OK, now that we got that out of our respective systems, no I’m not opposed to school.
I think as a species we’ve moved well past the point where a single person could reasonably possess, let alone teach all the knowledge that might be relevant to any single person’s life.
I’d also argue that, while adjacent, education is not parenting. Someone can be a teacher to someone without being their parent. Literal well as figurative.
But educators definitely require parents’ help and support, otherwise teaching easily turns into an uphill battle against unwilling brats.

The point I was alluding to is, that I think it’s impossible to shield children from all the “harmful information” on the internet. Not without turning it into a totalitarian nightmare, and even then I’m not convinced you could fully prevent children occasionally setting “something bad”. But you’d surveil the entire population and criminalise perfectly harmless actions in the process.
Instead I think it’s the parents’ responsibility to prepare their children and contextualise the information they’ll doubtlessly come across. They can maybe delay the inevitable with parental control software, but that’s their responsibility and if they’re technologically inept that’s also their problem. Existing laws are perfectly sufficient, if not already overreaching.

I refuse to give up civil liberties because you’re afraid to talk to your kids about porn.

WhyJiffie@sh.itjust.works on 02 Mar 07:56 collapse

afaik parental controls do not exist on degoogled android. windows has it with third party tools, linux does not have any

moopet@sh.itjust.works on 02 Mar 15:15 collapse

The only input should be birth year of the child whose account is being set up. No other personally identifiable info should be included.

Found a bug. You’re trying to reduce the information, but you can’t extrapolate someone’s age from their year of birth. You need the full date to compare with the current date. Storing someone’s full DOB is obviously more PII but it’s essential.

Ltcpanic@lemmy.world on 02 Mar 16:49 next collapse

From a policy perspective, one compromise is building in this kind of ambiguity, for privacy sake. When policy specifies 13 years+1, the tradeoff is a max of +364 days in the worst case: someone who we know is born in 2015, is def 13 in 2029

mrnngglry@sh.itjust.works on 02 Mar 17:11 collapse

That is intentional. It provides a reasonable approximation of age while maintaining privacy. The big gaping hole someone pointed out to me is who gets to determine what is blocked? I don’t have a great answer for that. I imagine it would be the type of thing settled in courts. Personally, my biggest concerns are social media and access to AI. I think those two things are more harmful to the development of young minds and their mental wellbeing than anything NSFW.
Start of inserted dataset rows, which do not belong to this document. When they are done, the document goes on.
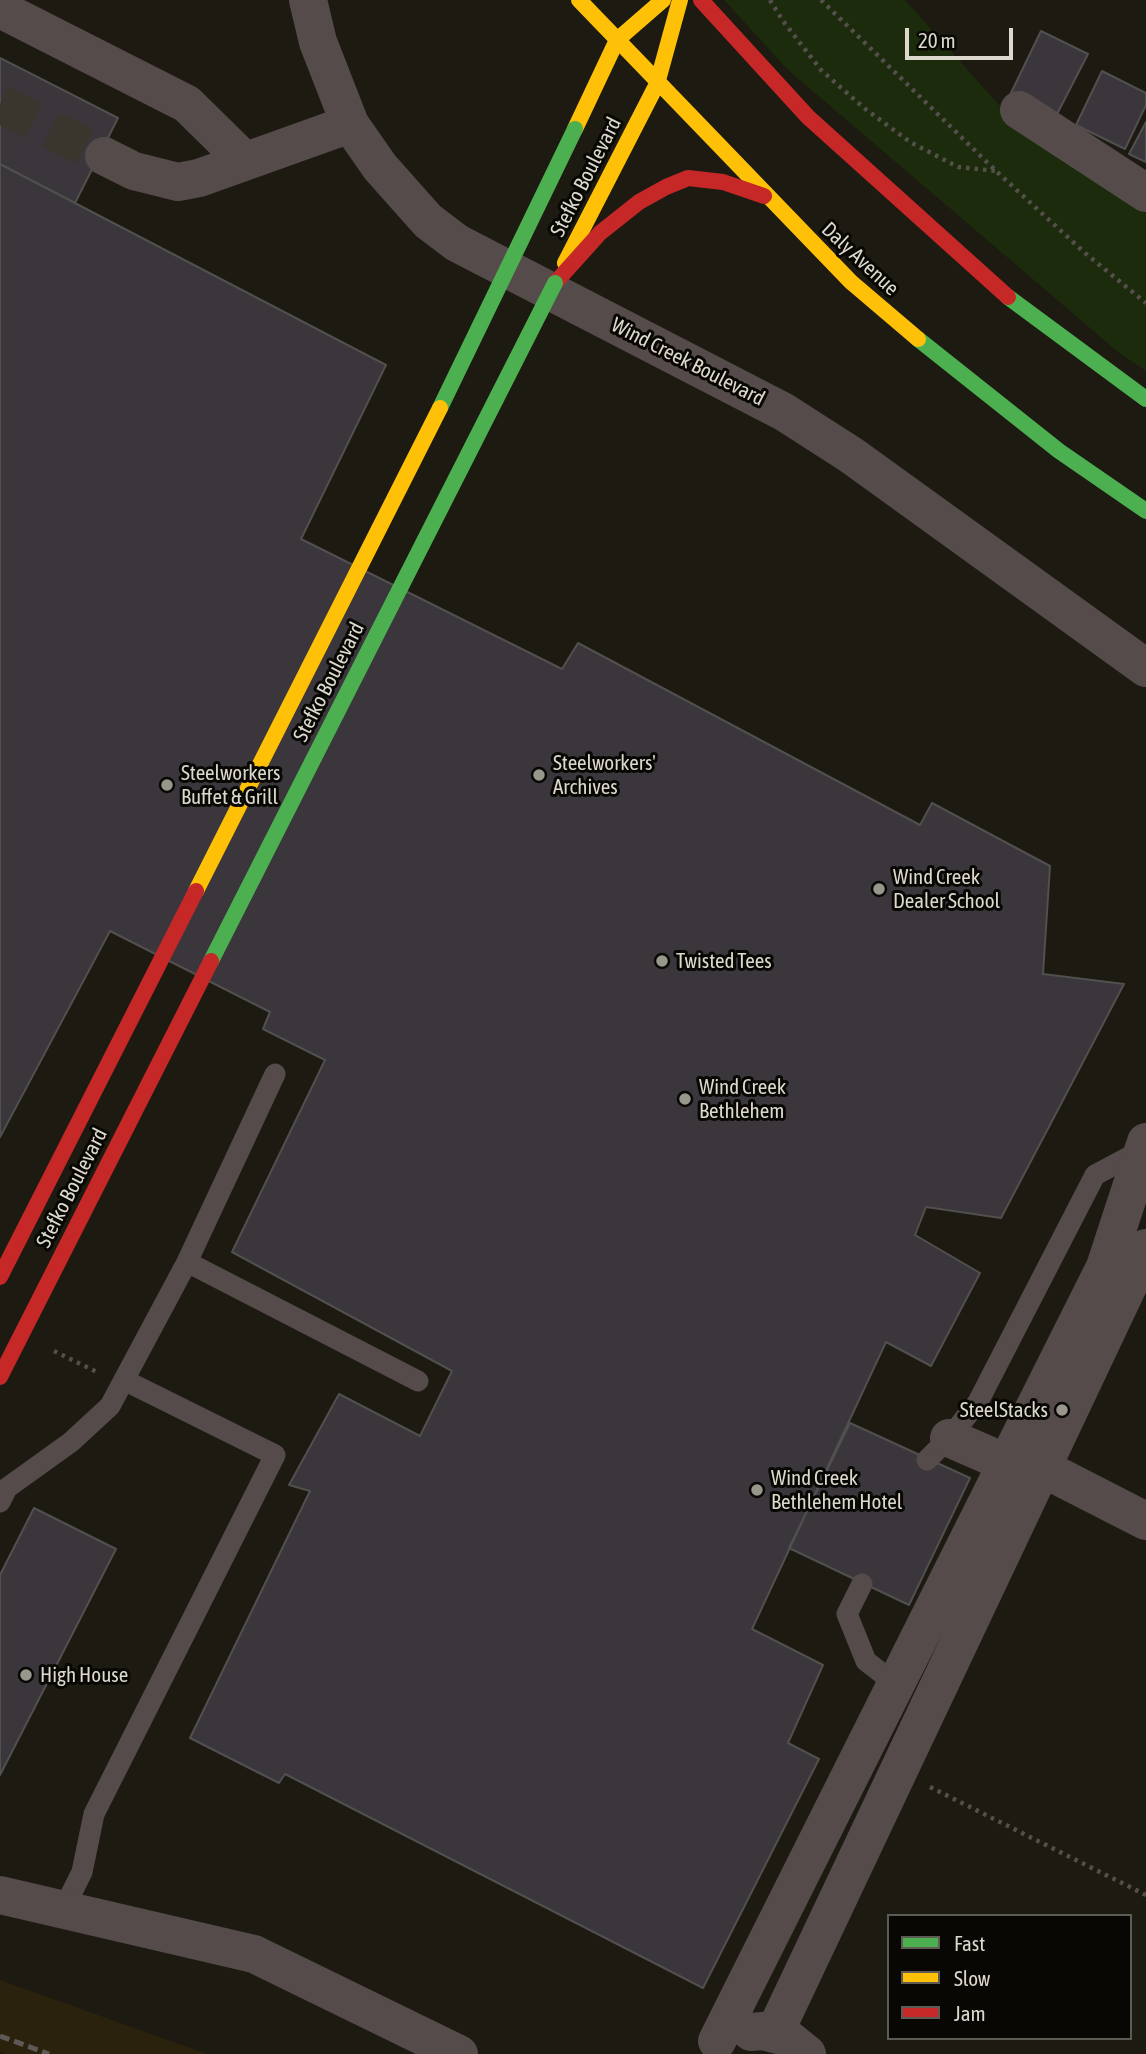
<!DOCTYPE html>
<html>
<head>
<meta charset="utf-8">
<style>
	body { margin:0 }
	#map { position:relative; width:1146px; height:2054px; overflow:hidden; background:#1d1a11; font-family:"Asap Condensed",sans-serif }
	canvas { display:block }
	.legend { position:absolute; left:887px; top:1914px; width:245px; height:126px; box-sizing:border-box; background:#090703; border:2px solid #5d5b54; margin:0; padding:9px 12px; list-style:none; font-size:21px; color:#dcd8cd }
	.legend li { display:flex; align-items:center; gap:14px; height:35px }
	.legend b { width:35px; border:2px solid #5d5b54 }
	.scale { position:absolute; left:905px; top:28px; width:108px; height:32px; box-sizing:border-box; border:4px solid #dcd8cd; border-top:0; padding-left:9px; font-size:21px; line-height:24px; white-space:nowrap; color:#dcd8cd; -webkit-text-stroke:5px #090703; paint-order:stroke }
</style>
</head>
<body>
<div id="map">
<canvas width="1146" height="2054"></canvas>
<ul class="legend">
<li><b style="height:9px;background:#4caf50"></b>Fast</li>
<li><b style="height:9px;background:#ffc107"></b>Slow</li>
<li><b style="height:9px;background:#c62828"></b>Jam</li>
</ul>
<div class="scale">20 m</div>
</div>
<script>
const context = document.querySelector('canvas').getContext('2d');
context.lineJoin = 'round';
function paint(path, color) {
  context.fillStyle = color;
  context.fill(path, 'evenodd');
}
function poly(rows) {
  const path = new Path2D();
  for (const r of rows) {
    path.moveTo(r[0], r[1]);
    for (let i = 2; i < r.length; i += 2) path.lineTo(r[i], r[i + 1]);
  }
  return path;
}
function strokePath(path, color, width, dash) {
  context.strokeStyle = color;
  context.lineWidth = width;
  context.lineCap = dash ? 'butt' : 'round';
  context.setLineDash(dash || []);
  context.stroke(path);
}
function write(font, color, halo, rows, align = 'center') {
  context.font = font + ' "Asap Condensed",sans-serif';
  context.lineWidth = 6;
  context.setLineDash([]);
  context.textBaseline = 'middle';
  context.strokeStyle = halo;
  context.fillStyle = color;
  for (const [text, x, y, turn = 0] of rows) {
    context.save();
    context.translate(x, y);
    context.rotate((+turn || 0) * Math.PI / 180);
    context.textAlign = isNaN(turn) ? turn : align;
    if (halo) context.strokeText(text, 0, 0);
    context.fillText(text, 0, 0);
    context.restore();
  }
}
paint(poly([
	[0,1980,207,2054,6,2054,0,2052]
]), '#2a220d');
paint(poly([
	[724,0,905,0,1026,135,1146,214,1146,371,1118,352,788,70]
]), '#1b2b0b');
const building = poly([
	[1041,31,1088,54,1055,118,1010,95,1041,31],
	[0,58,118,118,75,203,0,164,0,58],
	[1102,71,1146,93,1146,105,1125,149,1076,125,1102,71],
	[1146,122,1146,162,1129,154,1146,122],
	[0,164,386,365,301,539,562,669,578,643,920,825,932,803,1050,866,1043,974,1124,984,1001,1218,926,1207,915,1235,980,1273,931,1366,886,1342,752,1629,823,1665,788,1743,819,1759,703,1988,285,1774,279,1783,190,1738,310,1491,289,1485,339,1394,420,1436,452,1371,232,1252,325,1060,263,1029,270,1012,110,931,0,1137,0,164],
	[850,1423,970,1478,909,1605,789,1548,850,1423],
	[34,1508,116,1549,0,1775,0,1575,34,1508]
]);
paint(building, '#3a363c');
strokePath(building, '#524f4f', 2);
strokePath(poly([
	[0,104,104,156]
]), '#3a362d', 38, [38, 19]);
strokePath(poly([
	[770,0,783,21,821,70,864,108,910,142,958,167,996,171],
	[821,0,996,171,1085,253,1146,303],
	[54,1351,97,1372],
	[930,1787,1146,1895]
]), '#554f4c', 4.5, [3.5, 5]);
strokePath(poly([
	[187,1262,418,1381],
	[927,1460,949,1438,978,1402,1095,1175,1142,1150],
	[0,1502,7,1488,71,1442,110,1406,187,1262,275,1074],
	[862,1584,847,1614,866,1661,902,1689],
	[63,1910,82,1872,94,1814,275,1455,124,1380]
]), '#544b4a', 21);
strokePath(poly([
	[308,0,318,42,350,124,380,167,428,221,457,243,784,412,851,455,1146,668],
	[0,9,187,104,244,160],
	[1019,110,1146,193],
	[104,156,134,171,178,182,199,178,350,124],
	[949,1438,1020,1469,1054,1474,1146,1521],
	[0,1895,254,1954,459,2054],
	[751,2032,763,2031,786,2037,807,2054],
	[774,2034,1146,1248],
	[717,2041,1105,1267,1146,1142]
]), '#544b4a', 38);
strokePath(poly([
	[1008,297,1146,399],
	[918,339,1059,451,1146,511]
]), '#4caf50', 16);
strokePath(poly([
	[579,0,851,282,918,339],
	[575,129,617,40,663,0],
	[565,263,657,84,680,0]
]), '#ffc107', 16);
strokePath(poly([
	[701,0,808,117,1008,297],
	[555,283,600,233,639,202,666,187,688,178,723,182,764,196]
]), '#c62828', 16);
strokePath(poly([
	[0,2036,49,2054]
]), '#5e5956', 5, [10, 5]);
strokePath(poly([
	[440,408,575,129],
	[211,961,555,283]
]), '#4caf50', 16);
strokePath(poly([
	[196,891,440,408]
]), '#ffc107', 16);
strokePath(poly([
	[0,1277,196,891],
	[0,1377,211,961]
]), '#c62828', 16);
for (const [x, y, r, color] of [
	[539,775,7,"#99968b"],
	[167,785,7,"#99968b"],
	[879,889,7,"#99968b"],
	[662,961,7,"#99968b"],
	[685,1099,7,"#99968b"],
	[1062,1410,7,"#99968b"],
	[757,1490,7,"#99968b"],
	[26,1675,7,"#99968b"]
]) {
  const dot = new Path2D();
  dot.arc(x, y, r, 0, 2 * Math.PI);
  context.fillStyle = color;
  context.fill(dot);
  strokePath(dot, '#090703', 2.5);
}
write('21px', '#dcd8cd', '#090703', [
	["Stefko Boulevard",586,177,-63],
	["Daly Avenue",860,259,43],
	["Wind Creek Boulevard",688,362,27],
	["Stefko Boulevard",329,682,-63],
	["Stefko Boulevard",72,1188,-63]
]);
write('21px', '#dcd8cd', '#090703', [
	["Steelworkers'",553,763],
	["Archives",553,787],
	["Steelworkers",181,773],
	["Buffet & Grill",181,797],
	["Wind Creek",893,877],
	["Dealer School",893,901],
	["Twisted Tees",676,961],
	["Wind Creek",699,1087],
	["Bethlehem",699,1111],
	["SteelStacks",1048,1410,"right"],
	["Wind Creek",771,1478],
	["Bethlehem Hotel",771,1502],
	["High House",40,1675]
], 'left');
</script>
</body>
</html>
moopet@sh.itjust.works on 10 Mar 20:15 collapse

If your local laws say you need to be 18 to be considered an adult, then depending on the year, you’re either going to be denying an adult access for (average) six months, or illegally letting a child have access for (average) six months.

mrnngglry@sh.itjust.works on 11 Mar 12:33 collapse

The laws can be written to reference the approximate age. Antoine who will be 18 by December 31st of that year could be considered 18 for the purposes of the law.

moopet@sh.itjust.works on 12 Mar 10:48 collapse

That’s never going to fly. Imagine that person posting nudes, which would be considered illegal by that same lawmaker.